There are more place-based postcards. A picturesque street view of Bombay comes with a father warning his children to not be fooled by the photograph on the card and that the city has a ‘dilapidated appearance’. Perhaps like X (formerly Twitter) and other mediums in contemporary times, postcards left little physical space for context. The author either didn’t know or was unable to elaborate on why certain areas in Bombay could be speckled clean, lush and leafy, and spacious with wide roads, elegant horse-drawn carriages like in the photo on one side of the postcard while others could be nothing of the sort. The various planned injustices of the colony and caste remain missing.
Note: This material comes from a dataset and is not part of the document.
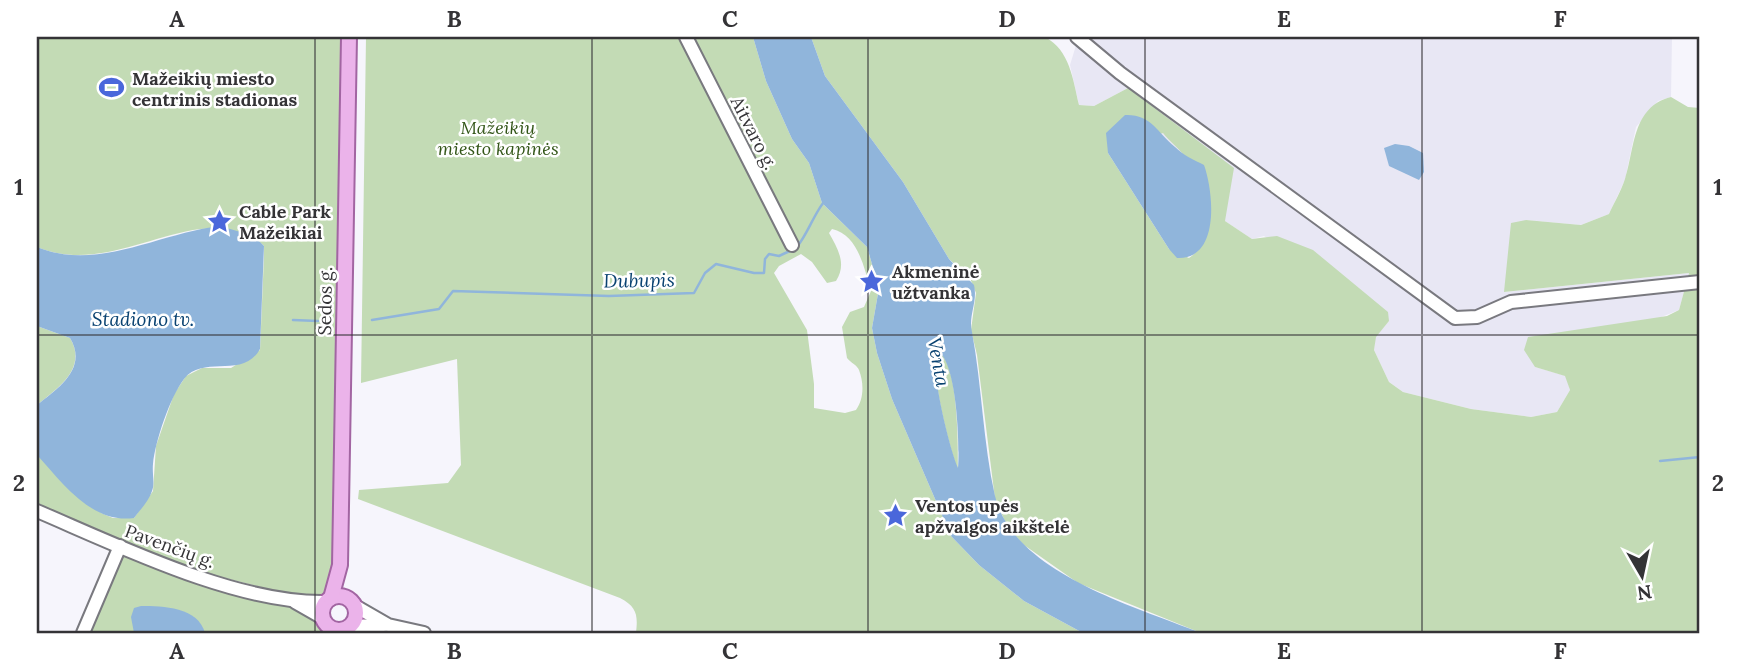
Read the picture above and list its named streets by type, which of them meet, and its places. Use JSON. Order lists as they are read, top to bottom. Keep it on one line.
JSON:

Smaller place details come up in the text with schedules of trains to catch, or cities and towns and monuments being covered.
Postcards also worked as a sort of street photography and a way to document and catalogue native people. We come across visuals of ‘The Toddy Man’ with a man, presumably from a toddy collecting caste, up high on a palm tree, and ‘First Lady Cyclist’ of a woman who is either the first lady ever to ride a cycle in the subcontinent (a mighty yet unlikely feat to be archived) or the first Maharashtrian woman wearing a nine-yard sari, nath and bindi the photography studio captured sitting on a cycle. There are postcards of ‘poor Mahars’, a ‘Dancing Party’ from Chota Nagpur, a ‘Tamil Dancing Girl’ from Ceylon, ‘Indian pundits’ in Trinidad, a ‘Potter’, ‘Indian Hairdressers’ and others posed with the cloakings of their profession. An archive of caste. An elephant owned by the king of Jaipur too sees a young worker seated at the top as a possible mahout. This too is a proof of the structures of caste. The ‘royal’ postcard is priced at 13 rupees. For comparison, the average monthly wages of a carpenter in the latter half of the 19th century was less than that. One could see the lack of discomfort in purchasing such expensive yet objectifying cards, of people whose likeness they may have seen but who were specifically unknown to them, for loved ones. The detachment and alienation engendered when photos are commodities, reducing the people in them to peripheral parts of your tourism, and their frames serve merely as margins to note your life in. But then again, what is the difference between posting through courier or Instagram? Colonial impulses remain in the language of photography itself where you ‘capture’ a person after ‘shooting’ them.
The exhibition also curates the more intriguing stories of postcards. Embellished ones decorated by women as a social or religious activity. Studio portraits of Parsi women who channelled photography as a ‘marketing strategy’ for their small yet politically important community. A postcard of Delhi’s India Gate from 1930 has the rare voice of a child speaking to their father. Another, this time from a father to his son, features a dancing girl. How puzzling that a profession deemed ‘lowly’ by the British and dominant classes of natives was fit enough for a message to his child.
Stories are scribbled on the walls and tables of Hello and Goodbye: Postcards from the Early 20th Century. These postcards open up a range of possibilities to closely look at the lives of people moving within and viscerally experiencing a colony. The words of travellers, of those with the means to travel, of silenced sometimes smiling figures, and of the relationships they carried between them. There is a rich body of knowledge present between postal lines that detail anecdotes at times related to what you see on the other side, and other times ignorant of it. Because what truly matters is everything that comes between a simple hello and goodbye.